New HBRI FMO research paper

Dr John Cashman of the Human Biomolecular Research Institute in San Diego is probably the most prolific researcher (of the few researching) of the FMO group of enzymes. This month he has published another research paper. It looks as if it is to do with FMO enzyme sources for research labs, so likely has no direct connection with TMAU other than it may make research on the FMO enzymes easier in the future.

Oligomerization and kinetic characterization of human FMO3 and FMO5 expressed as maltose binding protein fusions.
Reddy RR, Ralph EC, Motika MS, Zhang J, Cashman JR.

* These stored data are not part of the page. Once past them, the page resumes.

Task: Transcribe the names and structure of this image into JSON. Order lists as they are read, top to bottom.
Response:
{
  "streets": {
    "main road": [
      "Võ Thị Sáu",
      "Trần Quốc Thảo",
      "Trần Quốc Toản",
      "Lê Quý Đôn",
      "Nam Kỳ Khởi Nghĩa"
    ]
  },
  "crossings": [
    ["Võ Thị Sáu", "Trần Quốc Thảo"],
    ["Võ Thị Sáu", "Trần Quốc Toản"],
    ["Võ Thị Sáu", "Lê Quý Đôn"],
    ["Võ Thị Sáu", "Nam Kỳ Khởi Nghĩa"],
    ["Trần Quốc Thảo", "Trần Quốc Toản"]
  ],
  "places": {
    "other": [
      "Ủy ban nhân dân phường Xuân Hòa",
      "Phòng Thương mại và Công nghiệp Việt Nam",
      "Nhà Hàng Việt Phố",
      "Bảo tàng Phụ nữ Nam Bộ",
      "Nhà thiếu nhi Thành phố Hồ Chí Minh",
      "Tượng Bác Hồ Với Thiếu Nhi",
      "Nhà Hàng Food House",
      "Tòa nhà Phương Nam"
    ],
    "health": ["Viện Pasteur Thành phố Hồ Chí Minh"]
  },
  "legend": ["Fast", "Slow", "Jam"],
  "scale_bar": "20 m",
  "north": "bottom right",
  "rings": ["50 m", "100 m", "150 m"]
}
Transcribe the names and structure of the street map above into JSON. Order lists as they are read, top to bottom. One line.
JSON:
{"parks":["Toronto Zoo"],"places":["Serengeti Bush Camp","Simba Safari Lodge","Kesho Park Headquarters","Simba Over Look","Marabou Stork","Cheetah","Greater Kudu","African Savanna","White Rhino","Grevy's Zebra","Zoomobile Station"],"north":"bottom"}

1 Human Biomolecular Research Institute;
Abstract
The flavin-containing monooxygenase (FMO) family of enzymes oxygenates nucleophilic xenobiotics and endogenous substances. Human FMO3 and FMO5 are the predominant FMO forms in adult liver. These enzymes are naturally membrane-bound, and recombinant proteins are commercially available as microsomal preparations from insect cells (i.e., Supersome FMO). Alternatively, FMO3 has previously been expressed as a soluble protein, through use of an N-terminal maltose binding protein (MBP) fusion. In the current study, MBP fusions of both human FMO3 and FMO5 were prepared to >90% purity in the presence of detergent, characterized for biochemical and kinetic parameters, and the parameters were compared to those of Supersome FMO samples. Although MBP-FMO enzymes afforded lower rates of turnover compared with the corresponding Supersome FMOs, both types of FMO showed identical substrate dependencies and similar responses to changes in assay conditions. Interestingly, the FMO3 enzymes showed a 2-fold activation of k(cat)/K(m) n the presence of Triton X-100. Oligomeric analysis of MBP-FMO3 also showed disassociation from a high-order oligomeric form to a monomeric status in the presence of Triton X-100. This report serves as the first direct comparison between Supersome FMOs and the corresponding MBP-fusions, and the first report of a detergent-based activation of k(cat)/K(m) that corresponds to changes in oligomerization.
The full paper can be read for free here:
http://dmd.aspetjournals.org/content/34/1/19.long

One interesting note was that FMO5 seems to be quite abundant in the small intestine. It does not seem to be known what role FMO5 plays, although often people with TMAU feel they have mild 'gut issues'. Perhaps FMO5 plays a detoxifying role in the gut, without which the ecology tends to get unfavorably 'out of control'

Update : It now seems it is unlikely FMO5 has an important role in humans. It seems to be very 'substrate specific' and deals with very few substrates, and although the RNA may be found in adult human cells, this does not mean it turns into FMO5 protein.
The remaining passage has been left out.